MATERIAL FOR THIS EXERCISE -
"""

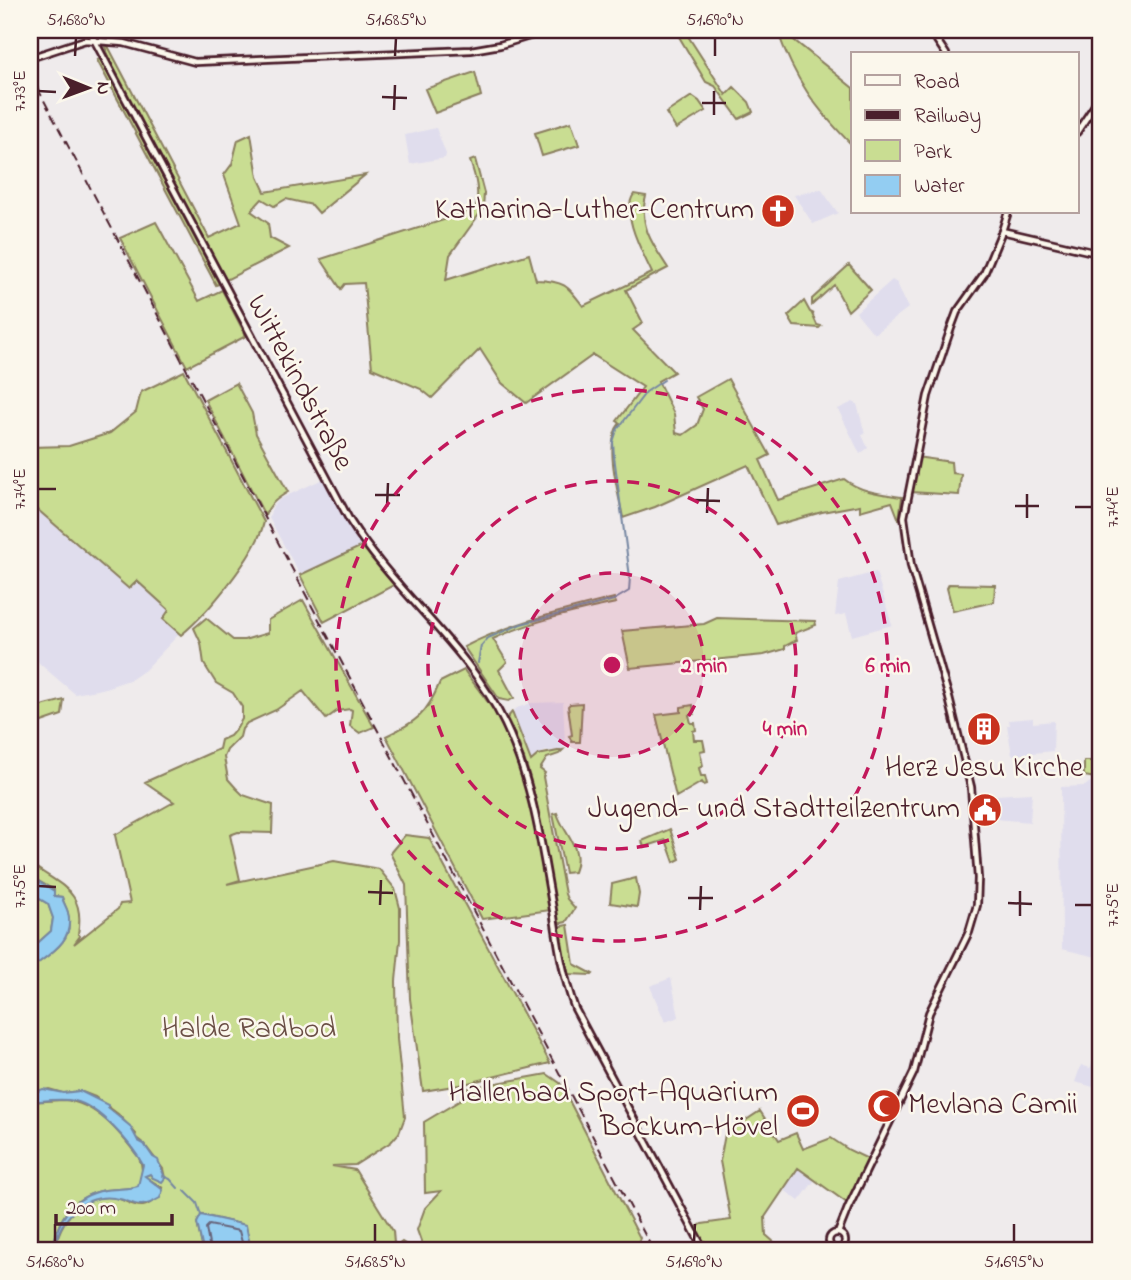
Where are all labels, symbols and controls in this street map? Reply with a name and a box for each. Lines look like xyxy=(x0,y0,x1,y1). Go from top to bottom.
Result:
text: 51.680°N xyxy=(46,8,106,34)
text: 51.685°N xyxy=(365,8,427,34)
text: 51.690°N xyxy=(686,8,744,34)
north arrow xyxy=(52,52,122,122)
legend xyxy=(851,52,1078,214)
text: Road xyxy=(914,68,960,98)
text: 7.73°E xyxy=(8,70,34,112)
text: N xyxy=(89,82,116,95)
text: Railway xyxy=(914,102,981,134)
text: Park xyxy=(914,138,953,168)
text: Water xyxy=(914,172,965,202)
place label: Katharina-Luther-Centrum xyxy=(435,189,754,233)
church icon: Katharina-Luther-Centrum xyxy=(759,192,797,230)
street label: Wittekindstraße xyxy=(234,287,364,479)
text: 7.74°E xyxy=(8,468,34,510)
text: 7.74°E xyxy=(1101,486,1127,528)
text: 2 min xyxy=(680,652,727,682)
text: 6 min xyxy=(866,652,910,682)
centre of rings xyxy=(600,653,624,677)
building icon: Herz Jesu Kirche xyxy=(965,710,1003,748)
text: 4 min xyxy=(763,715,807,745)
place label: Herz Jesu Kirche xyxy=(885,747,1084,791)
place label: Jugend- und Stadtteilzentrum xyxy=(588,788,960,832)
public building icon: Jugend- und Stadtteilzentrum xyxy=(966,791,1004,829)
text: 7.75°E xyxy=(8,864,34,908)
text: 7.75°E xyxy=(1101,883,1127,927)
park label: Halde Radbod xyxy=(162,1008,336,1052)
place label: Hallenbad Sport-Aquarium Bockum-Hövel xyxy=(449,1072,778,1150)
place label: Mevlana Camii xyxy=(908,1084,1078,1128)
mosque icon: Mevlana Camii xyxy=(865,1087,903,1125)
sports icon: Hallenbad Sport-Aquarium Bockum-Hövel xyxy=(784,1092,822,1130)
scale bar xyxy=(56,1182,172,1226)
text: 200 m xyxy=(66,1194,116,1224)
text: 51.680°N xyxy=(25,1250,85,1276)
text: 51.685°N xyxy=(344,1250,406,1276)
text: 51.690°N xyxy=(665,1250,723,1276)
text: 51.695°N xyxy=(984,1250,1044,1276)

"""

YOUR TASK -
Output every record above word for word, omitting any pictures they contain.

RESULT FOR THIS EXERCISE -
Where are all labels, symbols and controls in this street map? Reply with a name and a box for each. Lines look like xyxy=(x0,y0,x1,y1). Go from top to bottom.
Result:
text: 51.680°N xyxy=(46,8,106,34)
text: 51.685°N xyxy=(365,8,427,34)
text: 51.690°N xyxy=(686,8,744,34)
north arrow xyxy=(52,52,122,122)
legend xyxy=(851,52,1078,214)
text: Road xyxy=(914,68,960,98)
text: 7.73°E xyxy=(8,70,34,112)
text: N xyxy=(89,82,116,95)
text: Railway xyxy=(914,102,981,134)
text: Park xyxy=(914,138,953,168)
text: Water xyxy=(914,172,965,202)
place label: Katharina-Luther-Centrum xyxy=(435,189,754,233)
church icon: Katharina-Luther-Centrum xyxy=(759,192,797,230)
street label: Wittekindstraße xyxy=(234,287,364,479)
text: 7.74°E xyxy=(8,468,34,510)
text: 7.74°E xyxy=(1101,486,1127,528)
text: 2 min xyxy=(680,652,727,682)
text: 6 min xyxy=(866,652,910,682)
centre of rings xyxy=(600,653,624,677)
building icon: Herz Jesu Kirche xyxy=(965,710,1003,748)
text: 4 min xyxy=(763,715,807,745)
place label: Herz Jesu Kirche xyxy=(885,747,1084,791)
place label: Jugend- und Stadtteilzentrum xyxy=(588,788,960,832)
public building icon: Jugend- und Stadtteilzentrum xyxy=(966,791,1004,829)
text: 7.75°E xyxy=(8,864,34,908)
text: 7.75°E xyxy=(1101,883,1127,927)
park label: Halde Radbod xyxy=(162,1008,336,1052)
place label: Hallenbad Sport-Aquarium Bockum-Hövel xyxy=(449,1072,778,1150)
place label: Mevlana Camii xyxy=(908,1084,1078,1128)
mosque icon: Mevlana Camii xyxy=(865,1087,903,1125)
sports icon: Hallenbad Sport-Aquarium Bockum-Hövel xyxy=(784,1092,822,1130)
scale bar xyxy=(56,1182,172,1226)
text: 200 m xyxy=(66,1194,116,1224)
text: 51.680°N xyxy=(25,1250,85,1276)
text: 51.685°N xyxy=(344,1250,406,1276)
text: 51.690°N xyxy=(665,1250,723,1276)
text: 51.695°N xyxy=(984,1250,1044,1276)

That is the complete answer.